オートハイビームは単純にローとハイを切り替えるだけなのですが、このシステムによる配光の切り替えはスムーズで違和感がありません。

真紅の針

深い赤色の細い針が美しい。調べてみると、180系から200系だけが白色のようです。私は200系乗りだったので、初めてこのメーターを見たときには、美しさの進化に驚いたものです。

写真では朱色に見えますが、実際は、真っ赤です。

 

 

改善が必要な点

助手席座面の高さ

高級車の助手席は、あくまでも「助手」が座るところであって、大切な人は後席に、という考え方は分かります。ドライブに出かけるとき、妻は後席に乗ってもらいます。クラウンの後席の座り心地は抜群だそうで、体をすっぽりと包み込み、前席より静かなのだとか。

運転席はシートの上下を調整できるのですが、助手席にはありません。助手席に座ってみると、妙に落ち着かない。座面が高すぎるのです。高額な車なのだから、せめて調整できるようにするべきと考えます。

HUD(ヘッドアップディスプレイ)

フロントガラスに車速やその他の情報を表示するHUDが装備されています。視線を動かすことなく情報を見られるので安全面で大きな効果をもたらしてくれます。

HUDにはタコメーターも表示させることができ、これはエンジンの回転数を確認するための唯一の方法となります。パワーモニターも表示可能ですが、メーターパネル内にアナログ表示があるので、私はタコメーター表示派です。

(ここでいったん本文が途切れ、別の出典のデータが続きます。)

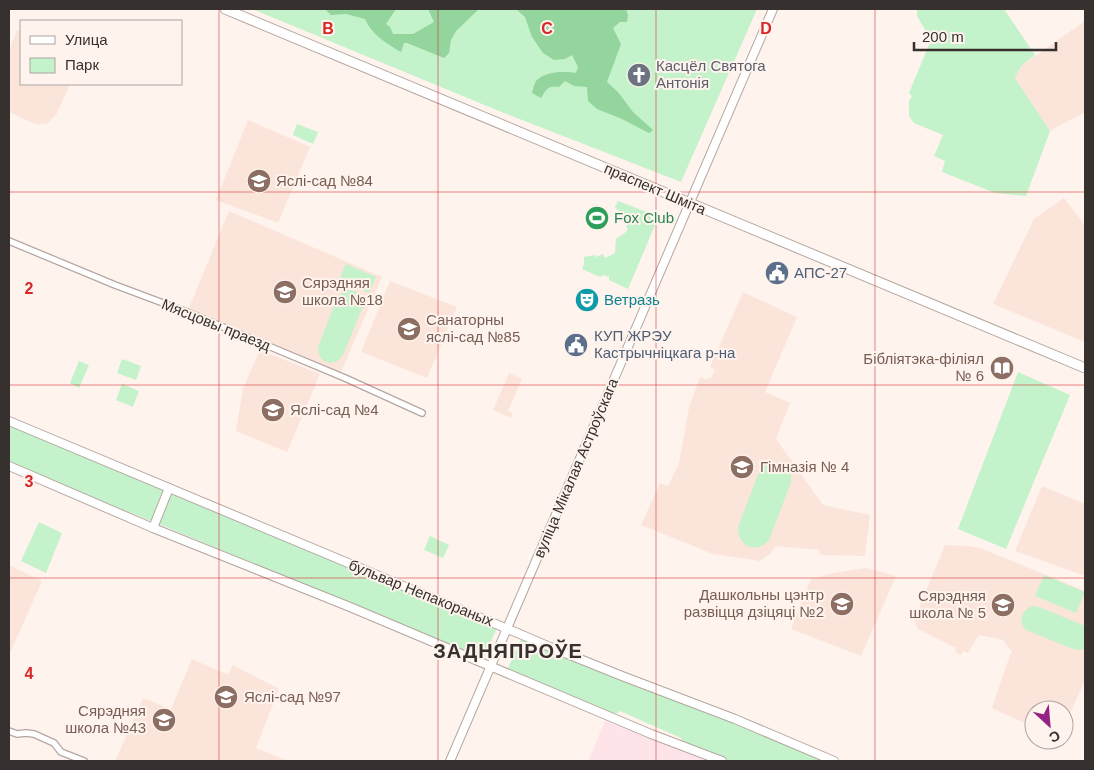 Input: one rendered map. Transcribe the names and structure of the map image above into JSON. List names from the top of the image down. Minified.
{"streets":{"main road":["праспект Шміта","вуліца Мікалая Астроўскага","бульвар Непакораных"],"street":["Мясцовы праезд"]},"crossings":[["праспект Шміта","вуліца Мікалая Астроўскага"],["вуліца Мікалая Астроўскага","бульвар Непакораных"]],"districts":["ЗАДНЯПРОЎЕ"],"places":{"church":["Касцёл Святога Антонія"],"school or university":["Яслі-сад №84","Сярэдняя школа №18","Санаторны яслі-сад №85","Яслі-сад №4","Гімназія № 4","Дашкольны цэнтр развіцця дзіцяці №2","Сярэдняя школа № 5","Яслі-сад №97","Сярэдняя школа №43"],"sports":["Fox Club"],"public building":["АПС-27","КУП ЖРЭУ Кастрычніцкага р-на"],"theatre":["Ветразь"],"library":["Бібліятэка-філіял № 6"]},"legend":["Улица","Парк"],"scale_bar":"200 m","north":"bottom right","grid":{"columns":["B","C","D"],"rows":["2","3","4"]}}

一つ気になるのが、夜間、ガラスにHUDの文字だけがくっきりと表示されるのならば良いのですが、見やすくするために輝度を上げるとHUDユニット自体が発する余計な光が目立ちます(ユニットの長方形の枠がガラスに投影される)。

エンジンの振動

ハイブリッド車なので、出だしはモーターの高トルクを生かしたスムーズな発進ができます。しかし、少しアクセルを煽るとすぐにエンジンが始動して加速に勢いをつけてくれます。

気持ちよくスムーズに加速している最中に、エンジン始動による振動を感じます。4気筒エンジンですし、仕方のないことなのでしょうが「ほんのちょっとのガサツ感」が少しだけ残念です。

巡航時はウルトラスムーズ、静粛性も非常に高く、総じて満足度は高いです。


今日はここまで。

ご覧いただき、ありがとうございました。